In May, the Palestinian organization Stop the Wall sent a detailed paper to Geoghegan-Quinn outlining how a number of Israeli beneficiaries of EU science grants are abetting human rights abuses. Point (d) on that paper was devoted entirely to Motorola Israel. It said: “Motorola has created at least four surveillance systems used in at least 20 illegal Jewish-only settlements and military camps throughout the occupied West Bank.”
Treating Palestinians as “intruders”
Motorola Israel is taking part in two EU-funded research projects, with a combined value of over €9 million, at the moment. One of them, named iDetect 4All, relates to the development of equipment designed to raise the alarm when an “intruder” approaches a building or resource considered economically important.
The technology involved in this project appears to bear many similarities to the “virtual fence” that Motorola has installed around a network of Israeli settlements in the West Bank. A 2006 report in The Jerusalem Post noted that this radar system uses thermal cameras to identify “intruders” to the settlements. Reading between the lines, that means Motorola is helping to keep Palestinians away from illegal settlements on occupied Palestinian land.
According to Geoghegan-Quinn, “checks” have taken place to ascertain that Motorola Israel is based within the state of Israel. These found that it was eligible to benefit from EU science grants.

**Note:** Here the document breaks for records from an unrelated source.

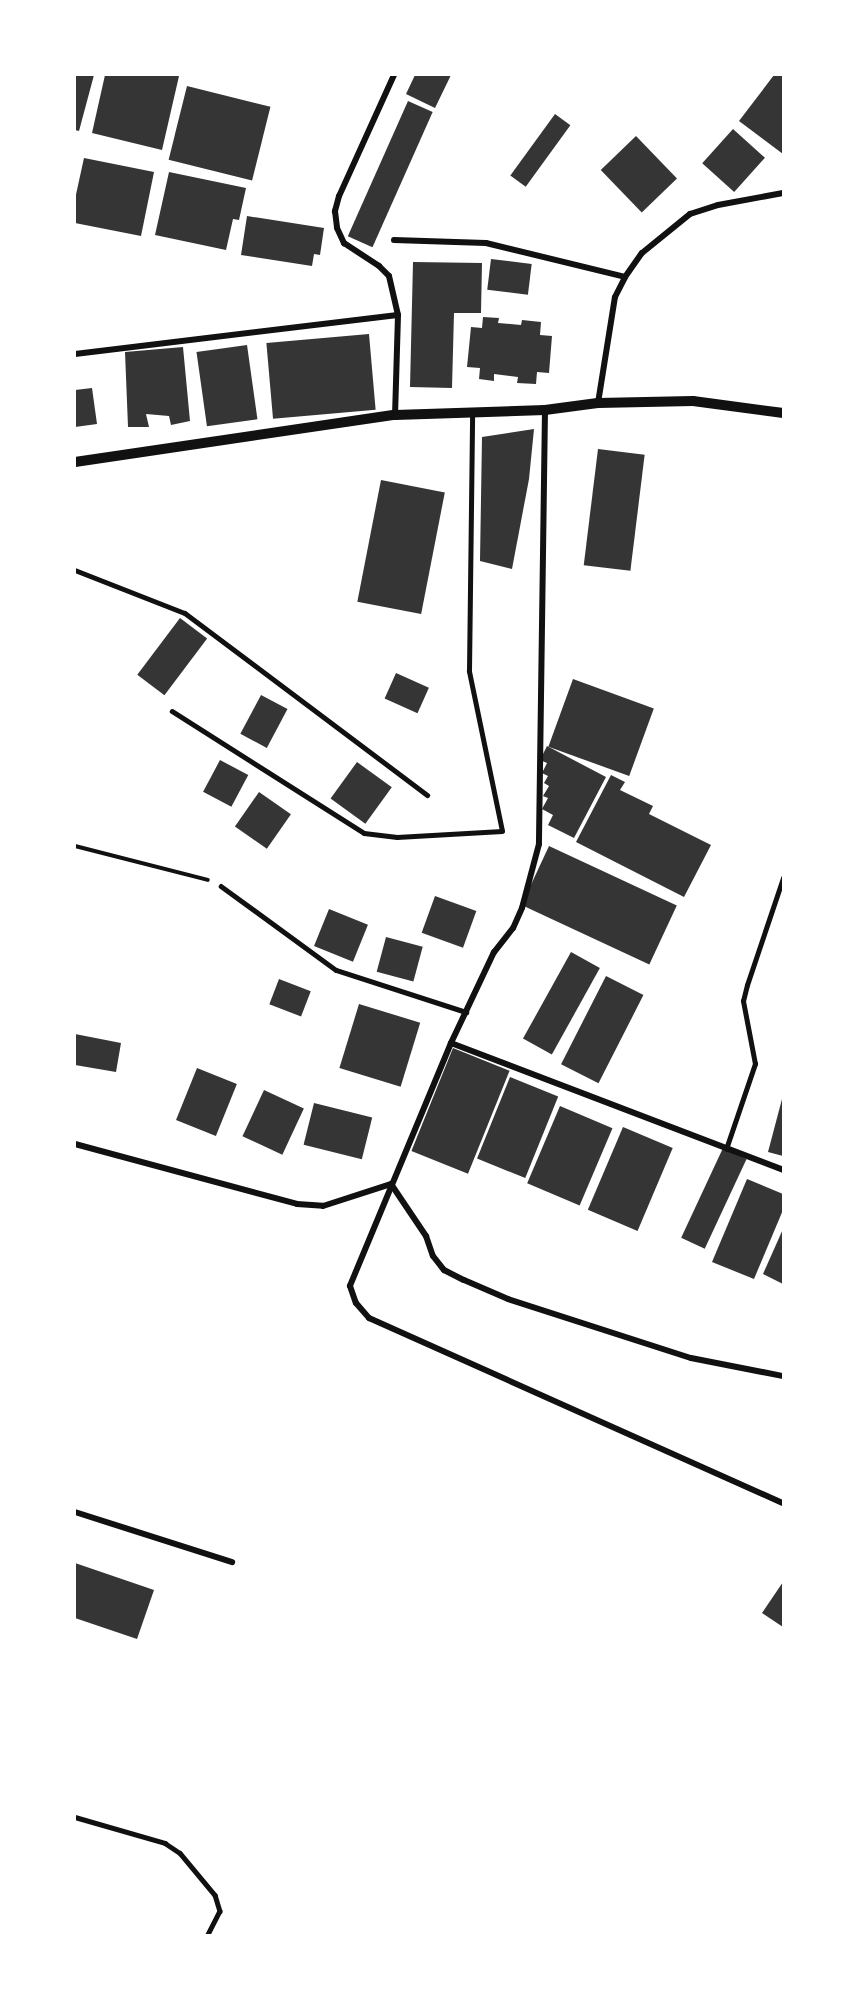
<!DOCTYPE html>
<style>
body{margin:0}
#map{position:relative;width:858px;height:2010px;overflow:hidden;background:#fff;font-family:"Times New Roman",serif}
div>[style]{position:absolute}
.building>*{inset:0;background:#353535;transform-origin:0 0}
.path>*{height:4px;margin:-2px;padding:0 2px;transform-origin:2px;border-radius:2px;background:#111}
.service>*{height:4.5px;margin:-2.25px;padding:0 2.25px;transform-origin:2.25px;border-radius:2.25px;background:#111}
.minor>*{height:6px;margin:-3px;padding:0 3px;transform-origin:3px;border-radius:3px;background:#111}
.tertiary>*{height:10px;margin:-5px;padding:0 5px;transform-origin:5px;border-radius:5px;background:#111}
span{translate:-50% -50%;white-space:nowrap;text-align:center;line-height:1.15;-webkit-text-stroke:5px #fff;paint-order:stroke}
.frame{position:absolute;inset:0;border:76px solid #fff;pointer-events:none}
</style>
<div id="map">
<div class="building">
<div style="clip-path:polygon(75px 75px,94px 75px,79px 131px,75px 130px)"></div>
<div style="clip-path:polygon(105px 75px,179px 76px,162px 150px,92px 133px)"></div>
<div style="clip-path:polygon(415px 75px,451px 75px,435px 108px,406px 94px)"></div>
<div style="clip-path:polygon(774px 75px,783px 75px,783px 154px,739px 121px)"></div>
<div style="left:187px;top:86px;width:86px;height:76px;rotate:14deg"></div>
<div style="left:408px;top:101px;width:27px;height:148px;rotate:24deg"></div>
<div style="left:555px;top:114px;width:19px;height:76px;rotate:36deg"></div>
<div style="left:733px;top:129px;width:43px;height:46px;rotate:42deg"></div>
<div style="left:636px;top:136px;width:59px;height:49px;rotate:46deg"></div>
<div style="clip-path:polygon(84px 158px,154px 172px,141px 236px,75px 223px,75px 199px)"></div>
<div style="clip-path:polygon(169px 172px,246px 188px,239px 220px,233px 219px,226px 250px,155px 235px)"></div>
<div style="clip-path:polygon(247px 216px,324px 228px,320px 255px,314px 254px,312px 266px,241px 255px)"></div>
<div style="left:491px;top:259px;width:41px;height:31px;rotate:7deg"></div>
<div style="clip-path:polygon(413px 262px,482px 263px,481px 313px,454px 313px,452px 388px,410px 387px)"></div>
<div style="clip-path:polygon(483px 317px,499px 318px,498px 323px,521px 325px,522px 320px,541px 322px,540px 335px,552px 336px,549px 373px,537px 372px,536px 384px,517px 383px,518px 377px,494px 374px,494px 381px,479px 379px,480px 368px,467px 367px,471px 327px,482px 328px)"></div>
<div style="left:369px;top:334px;width:76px;height:103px;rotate:85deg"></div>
<div style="left:247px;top:345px;width:75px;height:51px;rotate:82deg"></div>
<div style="clip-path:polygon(183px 347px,190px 421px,171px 425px,169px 416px,146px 414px,149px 427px,128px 427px,125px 352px)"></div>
<div style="clip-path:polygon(92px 388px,97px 424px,75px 427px,75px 390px)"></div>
<div style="clip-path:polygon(534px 429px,529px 479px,512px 569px,480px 561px,482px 437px)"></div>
<div style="left:598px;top:449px;width:47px;height:117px;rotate:7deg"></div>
<div style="left:381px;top:480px;width:65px;height:124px;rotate:11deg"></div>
<div style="left:180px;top:618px;width:34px;height:71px;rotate:37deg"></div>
<div style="left:396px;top:673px;width:36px;height:28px;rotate:24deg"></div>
<div style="left:573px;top:679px;width:86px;height:72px;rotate:20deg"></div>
<div style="left:261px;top:695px;width:30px;height:44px;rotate:28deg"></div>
<div style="clip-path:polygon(547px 746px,606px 777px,574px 838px,548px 825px,553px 815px,542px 809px,548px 798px,543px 796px,549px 786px,544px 783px,548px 776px,542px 773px,547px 763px,540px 760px)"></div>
<div style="left:220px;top:760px;width:32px;height:36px;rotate:28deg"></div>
<div style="left:357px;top:762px;width:43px;height:45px;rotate:36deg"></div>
<div style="clip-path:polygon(611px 775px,625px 782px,620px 790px,653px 806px,649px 814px,711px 845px,684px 897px,576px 842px)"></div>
<div style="left:259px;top:792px;width:39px;height:42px;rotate:35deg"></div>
<div style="left:549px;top:846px;width:141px;height:65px;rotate:25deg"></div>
<div style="left:435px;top:896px;width:44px;height:39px;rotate:20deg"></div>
<div style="left:329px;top:909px;width:42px;height:40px;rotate:22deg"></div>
<div style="left:386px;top:937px;width:38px;height:36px;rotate:15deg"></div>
<div style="left:571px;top:952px;width:33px;height:99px;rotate:29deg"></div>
<div style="left:606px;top:976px;width:42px;height:99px;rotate:27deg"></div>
<div style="left:279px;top:979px;width:34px;height:27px;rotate:21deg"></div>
<div style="left:359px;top:1004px;width:64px;height:67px;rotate:17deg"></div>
<div style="clip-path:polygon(75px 1034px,121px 1043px,116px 1072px,75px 1065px)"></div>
<div style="left:453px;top:1048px;width:61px;height:111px;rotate:22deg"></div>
<div style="left:197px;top:1068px;width:43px;height:56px;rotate:22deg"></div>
<div style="left:510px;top:1077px;width:52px;height:88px;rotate:22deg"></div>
<div style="left:264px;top:1090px;width:44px;height:51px;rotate:25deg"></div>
<div style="clip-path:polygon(782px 1099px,783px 1099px,783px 1156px,768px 1152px)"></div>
<div style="left:314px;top:1103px;width:60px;height:43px;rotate:14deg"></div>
<div style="left:560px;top:1106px;width:57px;height:84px;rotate:23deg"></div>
<div style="left:623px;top:1127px;width:54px;height:90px;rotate:23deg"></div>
<div style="left:723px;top:1148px;width:26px;height:99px;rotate:25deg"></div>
<div style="clip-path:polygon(747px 1179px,783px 1194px,783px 1210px,754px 1279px,712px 1262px)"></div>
<div style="clip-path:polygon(783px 1229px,783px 1284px,763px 1274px)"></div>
<div style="clip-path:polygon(75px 1563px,154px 1590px,137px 1639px,75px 1618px)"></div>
<div style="clip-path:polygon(783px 1582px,783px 1627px,762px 1613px)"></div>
</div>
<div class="path">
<div style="left:75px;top:846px;width:137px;rotate:14.3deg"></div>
</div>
<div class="service">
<div style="left:75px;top:570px;width:118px;rotate:21.4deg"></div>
<div style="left:185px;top:613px;width:303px;rotate:36.9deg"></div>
<div style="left:172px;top:711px;width:227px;rotate:32.4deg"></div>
<div style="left:364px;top:833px;width:33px;rotate:7deg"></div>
<div style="left:397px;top:837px;width:105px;rotate:-3.3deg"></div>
<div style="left:502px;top:831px;width:163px;rotate:-101.7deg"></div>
<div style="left:469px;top:671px;width:259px;rotate:-89.3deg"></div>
<div style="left:221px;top:886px;width:142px;rotate:36.1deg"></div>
<div style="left:336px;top:970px;width:137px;rotate:17.9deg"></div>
<div style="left:726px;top:1149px;width:90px;rotate:-71.2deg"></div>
<div style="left:755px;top:1064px;width:64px;rotate:-100.8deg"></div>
<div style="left:743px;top:1001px;width:16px;rotate:-76deg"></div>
<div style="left:747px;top:985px;width:113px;rotate:-71.4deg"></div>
<div style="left:75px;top:1817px;width:94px;rotate:16.1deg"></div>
<div style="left:165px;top:1843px;width:18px;rotate:34deg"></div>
<div style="left:180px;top:1853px;width:55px;rotate:50.2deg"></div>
<div style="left:215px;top:1895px;width:17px;rotate:73deg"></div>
<div style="left:220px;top:1911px;width:27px;rotate:117deg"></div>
</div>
<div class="minor">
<div style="left:394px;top:75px;width:133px;rotate:114.4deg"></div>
<div style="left:339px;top:196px;width:16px;rotate:105deg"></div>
<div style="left:335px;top:211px;width:17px;rotate:83deg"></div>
<div style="left:337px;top:228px;width:17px;rotate:65deg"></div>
<div style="left:344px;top:243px;width:42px;rotate:33.3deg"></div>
<div style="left:379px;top:266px;width:14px;rotate:45deg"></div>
<div style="left:389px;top:276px;width:40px;rotate:77deg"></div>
<div style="left:394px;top:240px;width:92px;rotate:1.9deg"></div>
<div style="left:486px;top:243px;width:143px;rotate:13.7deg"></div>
<div style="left:75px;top:354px;width:325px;rotate:-6.9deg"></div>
<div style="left:398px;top:315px;width:100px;rotate:91.7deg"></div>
<div style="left:598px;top:403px;width:107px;rotate:-80.9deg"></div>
<div style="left:615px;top:297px;width:22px;rotate:-63deg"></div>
<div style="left:625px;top:277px;width:29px;rotate:-55deg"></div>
<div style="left:642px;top:253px;width:62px;rotate:-39.1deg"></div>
<div style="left:690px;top:214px;width:29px;rotate:-18deg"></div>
<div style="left:718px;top:205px;width:66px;rotate:-10.5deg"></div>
<div style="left:545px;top:410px;width:434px;rotate:90.8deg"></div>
<div style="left:539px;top:844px;width:66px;rotate:104.9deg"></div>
<div style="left:522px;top:908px;width:22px;rotate:114deg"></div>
<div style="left:513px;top:928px;width:31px;rotate:128deg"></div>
<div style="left:494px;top:952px;width:101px;rotate:115.3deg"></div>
<div style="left:451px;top:1043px;width:263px;rotate:112.6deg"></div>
<div style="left:350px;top:1286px;width:18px;rotate:71deg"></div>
<div style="left:356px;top:1303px;width:20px;rotate:49deg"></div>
<div style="left:369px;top:1318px;width:453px;rotate:24.1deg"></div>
<div style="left:451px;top:1043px;width:355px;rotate:20.9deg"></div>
<div style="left:75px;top:1144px;width:230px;rotate:15.1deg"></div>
<div style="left:297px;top:1204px;width:26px;rotate:4deg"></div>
<div style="left:323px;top:1206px;width:71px;rotate:-17.9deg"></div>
<div style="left:391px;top:1184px;width:63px;rotate:56.1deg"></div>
<div style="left:426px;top:1236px;width:21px;rotate:71deg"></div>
<div style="left:433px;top:1256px;width:18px;rotate:52deg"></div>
<div style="left:444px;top:1270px;width:22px;rotate:27deg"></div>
<div style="left:464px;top:1280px;width:48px;rotate:23.4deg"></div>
<div style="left:508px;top:1299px;width:192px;rotate:17.9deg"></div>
<div style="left:691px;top:1358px;width:94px;rotate:11.1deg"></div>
<div style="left:75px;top:1512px;width:165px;rotate:17.7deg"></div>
</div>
<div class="tertiary">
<div style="left:75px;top:462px;width:323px;rotate:-8.4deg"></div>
<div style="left:395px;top:415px;width:150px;rotate:-1.9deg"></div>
<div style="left:545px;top:410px;width:53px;rotate:-7.5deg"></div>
<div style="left:598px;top:403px;width:95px;rotate:-1.2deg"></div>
<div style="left:693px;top:401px;width:91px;rotate:7.6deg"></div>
</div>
<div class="frame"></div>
</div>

Yet the checks cannot have been too profound. The “association agreement” covering EU-Israel relations explicitly says that both sides must respect human rights. If Motorola Israel is – as can be proven – enabling human rights abuses, then it should be kicked out of the research programme immediately.
Call for action
Motorola Israel is one of numerous Israeli firms taking part in the EU’s research programme, which has a total budget of €53 billion for the 2007 to 2013 period. Last week, several groups representing Palestinian academics and students protested at how many of the activities under this programme connect European universities with Israeli arms manufacturers and others who profit from the occupation of Palestine. A call for action signed by the Palestinian Campaign for the Academic and Cultural Boycott of Israel (PACBI) urged third-level students and teachers in Europe to devise a strategy for ending cooperation between their colleges and Israel.
Palestine solidarity activists based in King’s College London have already begun a campaign against an EU nanotechnology project linking their university with Ahava, a firm producing cosmetics in the illegal settlement of Mitzpe Shalem. The campaign has drawn support from the renowned intellectual Noam Chomsky and the poet Remi Kanazi.
Details of EU-funded science projects can be found on a database called Cordis. If you work or study in a university, enter the name of your college into its search engine, along with the word “Israel.” There is every likelihood that the resulting information can be used to challenge your university’s authorities about their links with Israel. Don’t be shy in kicking up a fuss on campus. Institutions that cooperate with Israeli apartheid must be confronted.